Caught this 19 inch speck on frozen shrimp after using all the live shrimp on small whiting. You never know.


----------



## Jason (Oct 2, 2007)

Dang nice job!!! Fatty right there!


----------



## GROUPERKING (Sep 28, 2011)

Nice one ! & on frozen shrimp !


----------



## fishin for pompanos (May 10, 2012)

Nice catch, those spec's are beautiful aren't they!


----------



## Lukeknox (Mar 5, 2015)

Beautiful fish


----------



## MrFish (Aug 21, 2009)

Nice job!


----------



## SupremeHair (Mar 8, 2014)

Nice trout surprise


----------



## kilroy1117 (Mar 11, 2013)

Wow that's great.

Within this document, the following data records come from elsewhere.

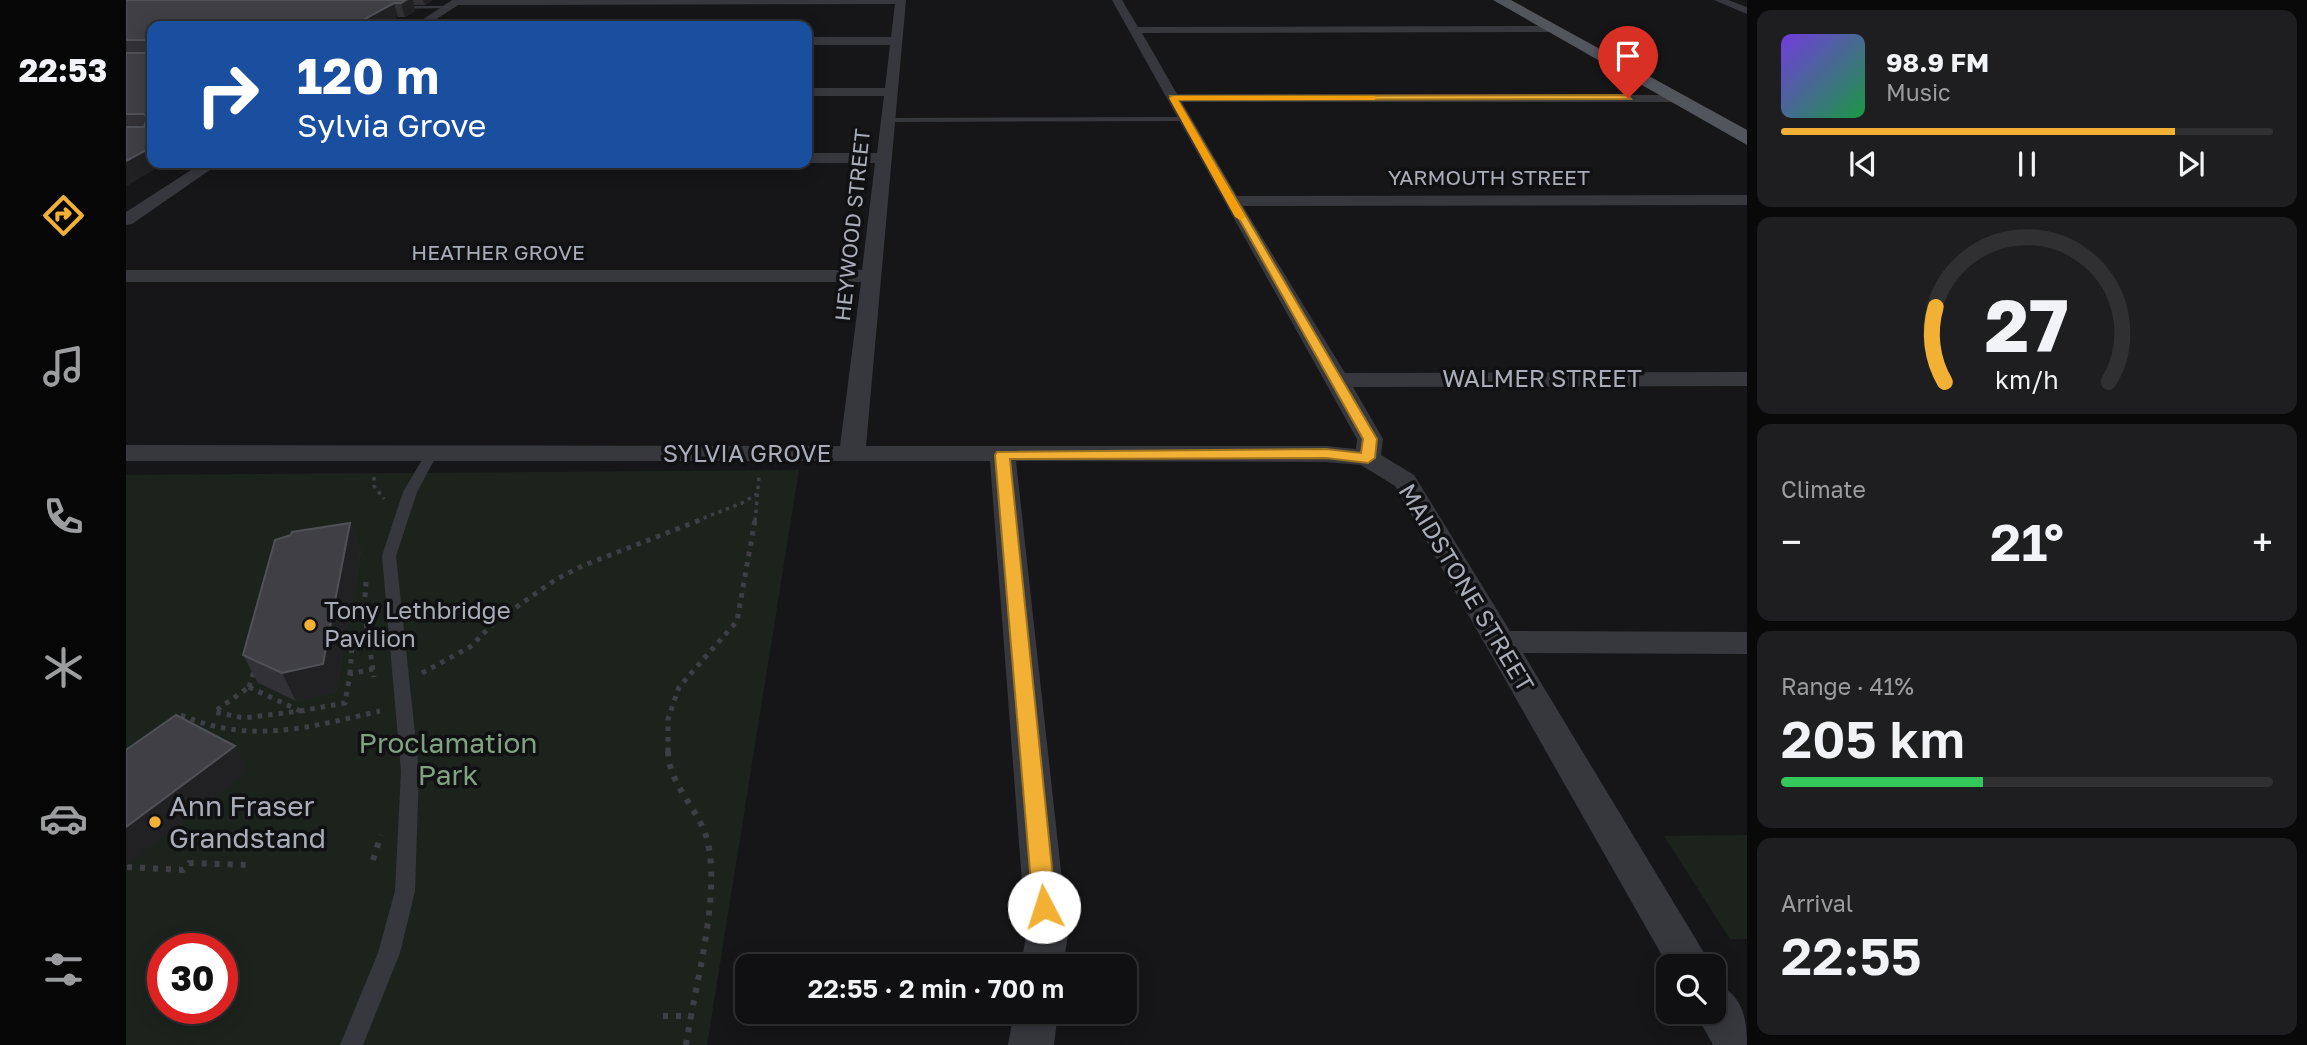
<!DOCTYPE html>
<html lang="en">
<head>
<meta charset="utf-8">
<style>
  :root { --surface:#101012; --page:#1e1e20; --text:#f1f3f6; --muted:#9c9d9f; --line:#303032; --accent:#f2b134 }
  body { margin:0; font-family:"Golos Text",sans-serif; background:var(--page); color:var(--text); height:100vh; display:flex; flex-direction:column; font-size:26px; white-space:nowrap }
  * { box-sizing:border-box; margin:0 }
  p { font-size:23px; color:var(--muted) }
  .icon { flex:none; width:38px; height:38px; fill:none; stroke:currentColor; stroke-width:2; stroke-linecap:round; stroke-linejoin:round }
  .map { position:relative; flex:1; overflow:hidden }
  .side { display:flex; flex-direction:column; gap:10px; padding:10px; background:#09090a; width:560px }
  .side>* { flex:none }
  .guide { position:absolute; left:21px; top:21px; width:665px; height:147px; border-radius:14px; box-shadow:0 4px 18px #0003,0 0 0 2px var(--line); background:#1a4fa0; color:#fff; overflow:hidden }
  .tools { position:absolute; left:1530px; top:954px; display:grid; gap:14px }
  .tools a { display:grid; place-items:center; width:70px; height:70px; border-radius:14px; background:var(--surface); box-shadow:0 4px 18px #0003,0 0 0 2px var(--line); font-size:35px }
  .speed { position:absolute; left:21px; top:933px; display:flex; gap:14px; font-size:35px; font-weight:700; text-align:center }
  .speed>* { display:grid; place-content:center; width:91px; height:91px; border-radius:50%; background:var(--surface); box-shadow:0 4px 18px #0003,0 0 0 2px var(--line); line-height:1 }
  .speed .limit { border:10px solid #d22; background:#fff; color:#111 }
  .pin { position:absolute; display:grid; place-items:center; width:60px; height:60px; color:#fff; margin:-72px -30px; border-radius:50% 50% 50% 0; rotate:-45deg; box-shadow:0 0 7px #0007 }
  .pin .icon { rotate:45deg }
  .me { position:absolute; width:77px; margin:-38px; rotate:355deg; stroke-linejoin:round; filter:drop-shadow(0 0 5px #0008) }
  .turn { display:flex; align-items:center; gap:24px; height:147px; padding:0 35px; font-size:32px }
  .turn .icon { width:91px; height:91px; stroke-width:2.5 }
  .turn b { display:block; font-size:49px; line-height:60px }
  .big { font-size:52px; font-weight:600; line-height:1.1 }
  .side .card { flex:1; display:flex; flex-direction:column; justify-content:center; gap:10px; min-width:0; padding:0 24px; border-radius:14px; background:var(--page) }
  .side .dial { align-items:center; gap:0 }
  .dial svg { height:182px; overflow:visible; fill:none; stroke:var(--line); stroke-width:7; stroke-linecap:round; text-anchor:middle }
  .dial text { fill:var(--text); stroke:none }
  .song { display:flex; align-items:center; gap:21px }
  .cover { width:84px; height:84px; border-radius:10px; background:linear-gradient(135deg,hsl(260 70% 55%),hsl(140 70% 35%)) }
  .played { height:7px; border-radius:4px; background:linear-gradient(90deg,var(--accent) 80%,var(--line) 80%) }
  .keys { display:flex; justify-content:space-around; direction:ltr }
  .heat { display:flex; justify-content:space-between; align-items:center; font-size:38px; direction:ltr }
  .charge { height:10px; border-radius:5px; background:linear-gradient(90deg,#34c759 41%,var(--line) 0) }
  .trip { position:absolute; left:609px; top:954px; width:402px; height:70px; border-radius:14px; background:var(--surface); box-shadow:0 4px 18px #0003,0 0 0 2px var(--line); font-weight:600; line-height:70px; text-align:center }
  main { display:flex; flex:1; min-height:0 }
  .tab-bar { display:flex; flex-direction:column; width:126px; justify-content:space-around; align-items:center; background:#060607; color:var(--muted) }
  .tab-bar .icon { width:49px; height:49px }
  .tab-bar .current { color:var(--accent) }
  .tab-bar b { font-size:32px; color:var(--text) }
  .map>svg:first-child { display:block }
</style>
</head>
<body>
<main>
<nav class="tab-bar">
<b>22:53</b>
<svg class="icon current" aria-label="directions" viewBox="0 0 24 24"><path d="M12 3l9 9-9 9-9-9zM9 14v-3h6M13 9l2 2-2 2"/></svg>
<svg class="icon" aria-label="music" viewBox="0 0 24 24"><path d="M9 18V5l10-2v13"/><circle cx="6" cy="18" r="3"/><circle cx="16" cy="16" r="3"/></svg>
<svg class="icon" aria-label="phone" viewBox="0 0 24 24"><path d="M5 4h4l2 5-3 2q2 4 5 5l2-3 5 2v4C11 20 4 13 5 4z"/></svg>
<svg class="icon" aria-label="climate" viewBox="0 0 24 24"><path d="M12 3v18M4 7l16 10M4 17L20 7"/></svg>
<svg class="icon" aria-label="car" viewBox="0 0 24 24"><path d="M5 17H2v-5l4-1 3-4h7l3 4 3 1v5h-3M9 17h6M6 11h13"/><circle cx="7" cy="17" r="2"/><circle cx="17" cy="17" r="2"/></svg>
<svg class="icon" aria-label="filters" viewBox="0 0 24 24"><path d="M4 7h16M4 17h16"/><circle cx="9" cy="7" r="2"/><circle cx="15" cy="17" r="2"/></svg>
</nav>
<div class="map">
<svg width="1621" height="1045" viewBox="0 0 1621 1045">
  <rect width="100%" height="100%" fill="#161618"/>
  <g fill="#1c231d" fill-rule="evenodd">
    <path d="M673,470l-92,575h-581v-570zM37,948h59v60h-59z"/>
    <polygon points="1621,835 1621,939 1604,939 1538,836"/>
  </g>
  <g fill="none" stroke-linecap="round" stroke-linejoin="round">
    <g stroke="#3d3f44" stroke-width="3.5" stroke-dasharray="3.5 4.5" stroke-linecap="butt">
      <polyline points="248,477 248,486 258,499"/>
      <polyline points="570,521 616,503 631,494"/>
      <polyline points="629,521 633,477"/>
    </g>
    <g stroke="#3d3f44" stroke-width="5" stroke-dasharray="4.5 6" stroke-linecap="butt">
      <polyline points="240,582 238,609 248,677"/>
      <polyline points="296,673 344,647 369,622 429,580 456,566 574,520"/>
      <polyline points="224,674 226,645"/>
      <polyline points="123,687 128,671"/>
      <polygon points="123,687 174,711 118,718 88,712"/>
      <polyline points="174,711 219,703 224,674 247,669"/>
      <path d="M55,715c69,30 129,12 199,-4"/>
      <polyline points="542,752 542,719 553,687 611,621 629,520"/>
    </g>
    <g stroke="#3d3f44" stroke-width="6" stroke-dasharray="5 8" stroke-linecap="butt">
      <polyline points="247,860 255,835"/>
      <polyline points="1,867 57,870 63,863 120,865"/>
      <path d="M537,1016h28c9,-49 31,-136 14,-183 -11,-29 -37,-51 -37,-83"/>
      <polyline points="560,1045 565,1016"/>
    </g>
    <g fill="#37383d" fill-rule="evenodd">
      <polygon points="269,6 321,6 324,8 267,9"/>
      <polygon points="1059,117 1062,121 762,122 758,120 762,118"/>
      <polygon points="306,449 312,453 291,492 270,556 293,771 289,891 274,953 237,1045 214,1045 252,953 269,891 275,771 256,556 277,492 300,453"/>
    </g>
    <g fill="#37383d" fill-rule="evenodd">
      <polygon points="326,0 780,0 740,446 1200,446 1230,449 1231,439 986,0 996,0 1012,27 1426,26 1432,29 1426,32 1016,33 1051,94 1553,95 1555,98 1548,102 1056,102 1111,196 1621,195 1621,205 1117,206 1219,373 1621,372 1621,386 1227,387 1257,439 1255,455 1288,475 1384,631 1621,632 1621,654 1397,653 1586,966 1542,966 1269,486 1235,465 1200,462 890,461 942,935 937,966 895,966 900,935 864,461 0,461 0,445 714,446 735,282 0,282 0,270 736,270 749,163 681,163 681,153 751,153 758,96 681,96 681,88 759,88 764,45 681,45 681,37 765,37 769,4 332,5 300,26 287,26"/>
      <polygon points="1588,0 1602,0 1621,7 1621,14"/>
      <polygon points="76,163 94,163 6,224 0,225 0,212"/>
      <path d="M1587,982c29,12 34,34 34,63h-34l-18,-33h18z"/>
      <polygon points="888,1012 932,1012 928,1045 882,1045"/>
    </g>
    <polygon fill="#53555c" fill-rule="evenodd" points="1367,0 1385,0 1621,130 1621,145"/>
  </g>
  <g fill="#323236">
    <polygon points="0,0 306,0 299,5 288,5 289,11 279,17 272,17 26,163 39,163 0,186"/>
    <polygon points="224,523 235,550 210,692 170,701 132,683 117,655"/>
  </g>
  <g fill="#212124">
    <polygon points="280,0 287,0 289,11 279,17 275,3"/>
    <polygon points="297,0 306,0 299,5"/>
    <polygon points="268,3 272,17 256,26 226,26"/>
    <polygon points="26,146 26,163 39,163 0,186 0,161"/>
    <polygon points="224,523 235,550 210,692 170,701 156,673"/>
    <polygon points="109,746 123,771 0,866 0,827"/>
  </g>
  <g fill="#3f3f44" stroke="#4f5156" stroke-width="2">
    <polygon points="0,0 280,0 275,3 268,3 226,26 26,26 26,147 0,161 0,127 18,127 21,117 18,114 0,114 0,53 19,53 22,50 20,40 0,40"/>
    <polygon points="224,523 197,664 156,673 117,655 149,540 165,535 166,532"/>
    <polygon points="50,715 109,746 0,827 0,750"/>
  </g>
  <polygon fill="#f2b134" stroke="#9d7322" stroke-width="2" points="1502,95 1505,99 1052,100 1251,439 1249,458 1242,463 1200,458 884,459 930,907 926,915 918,918 910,915 907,907 869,455 871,452 1200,449 1235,453 1237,439 1044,96"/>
  <polygon fill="#f59e0b" points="1047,96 1248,96 1252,98 1248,100 1052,100 1119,217 1114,220 1109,217 1043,98"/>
  <g fill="#f2b134" stroke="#111113" stroke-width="2.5">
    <circle cx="184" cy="625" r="7"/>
    <circle cx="29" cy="822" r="7"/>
  </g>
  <g text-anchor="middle" stroke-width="7" stroke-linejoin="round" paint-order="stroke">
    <g font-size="21" fill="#a8adb8" stroke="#111113">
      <text x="1363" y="185">YARMOUTH STREET</text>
      <text transform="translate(727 225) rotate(-84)" y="7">HEYWOOD STREET</text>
      <text x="372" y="260">HEATHER GROVE</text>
    </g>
    <g font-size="24" fill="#a8adb8" stroke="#111113">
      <text x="1416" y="387">WALMER STREET</text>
      <text x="621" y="462">SYLVIA GROVE</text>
      <text transform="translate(1340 588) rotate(59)" y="8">MAIDSTONE STREET</text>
    </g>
    <g font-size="24" fill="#a8adb8" stroke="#111113" text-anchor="start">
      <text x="198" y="619">Tony Lethbridge<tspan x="198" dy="28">Pavilion</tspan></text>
    </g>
    <g font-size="28" fill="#7fa381" stroke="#111113">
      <text x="322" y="753">Proclamation<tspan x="322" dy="32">Park</tspan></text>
    </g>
    <g font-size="28" fill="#a8adb8" stroke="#111113" text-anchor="start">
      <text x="43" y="816">Ann Fraser<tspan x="43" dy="32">Grandstand</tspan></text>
    </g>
  </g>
</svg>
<div class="tools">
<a><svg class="icon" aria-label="search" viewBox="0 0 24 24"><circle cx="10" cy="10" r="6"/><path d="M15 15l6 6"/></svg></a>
</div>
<div class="speed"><div class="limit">30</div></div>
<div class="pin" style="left:1502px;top:98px;background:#d93025"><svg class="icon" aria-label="arrive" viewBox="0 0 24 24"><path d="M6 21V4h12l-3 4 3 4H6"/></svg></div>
<svg class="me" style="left:918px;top:907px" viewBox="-20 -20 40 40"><circle r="19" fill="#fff"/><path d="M0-13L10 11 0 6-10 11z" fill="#f2b134"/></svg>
<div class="trip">22:55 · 2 min · 700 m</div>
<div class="guide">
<div class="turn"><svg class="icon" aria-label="right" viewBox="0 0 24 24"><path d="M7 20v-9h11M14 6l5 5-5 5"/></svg><div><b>120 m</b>Sylvia Grove</div></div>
</div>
</div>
<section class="side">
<div class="card">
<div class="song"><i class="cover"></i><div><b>98.9 FM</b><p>Music</p></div></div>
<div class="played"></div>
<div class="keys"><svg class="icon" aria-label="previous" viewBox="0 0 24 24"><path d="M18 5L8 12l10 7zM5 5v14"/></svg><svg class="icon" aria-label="pause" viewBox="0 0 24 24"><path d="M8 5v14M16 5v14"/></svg><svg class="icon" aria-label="next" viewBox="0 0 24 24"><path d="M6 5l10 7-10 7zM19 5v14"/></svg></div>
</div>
<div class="card dial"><svg viewBox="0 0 100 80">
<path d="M14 69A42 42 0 1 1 86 69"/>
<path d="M14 69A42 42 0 0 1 10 36" stroke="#f2b134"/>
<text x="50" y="56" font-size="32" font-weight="700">27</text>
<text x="50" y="72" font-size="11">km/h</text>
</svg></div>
<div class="card"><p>Climate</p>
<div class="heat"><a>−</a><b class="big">21°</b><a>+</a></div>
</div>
<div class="card"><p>Range · 41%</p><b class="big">205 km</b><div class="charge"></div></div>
<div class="card"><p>Arrival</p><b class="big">22:55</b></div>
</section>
</main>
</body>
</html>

Curious..what beach?


----------



## Brownfisher (May 11, 2015)

*Bon Secour*

I fish in front of our house on the Bon Secour Wildlife Perserve. We have a home in the Martinique on the Gulf neighborhood.


----------



## kilroy1117 (Mar 11, 2013)

It's beautiful. Gotta love it!


----------



## Spoolin Up (May 3, 2011)

She's a beauty


----------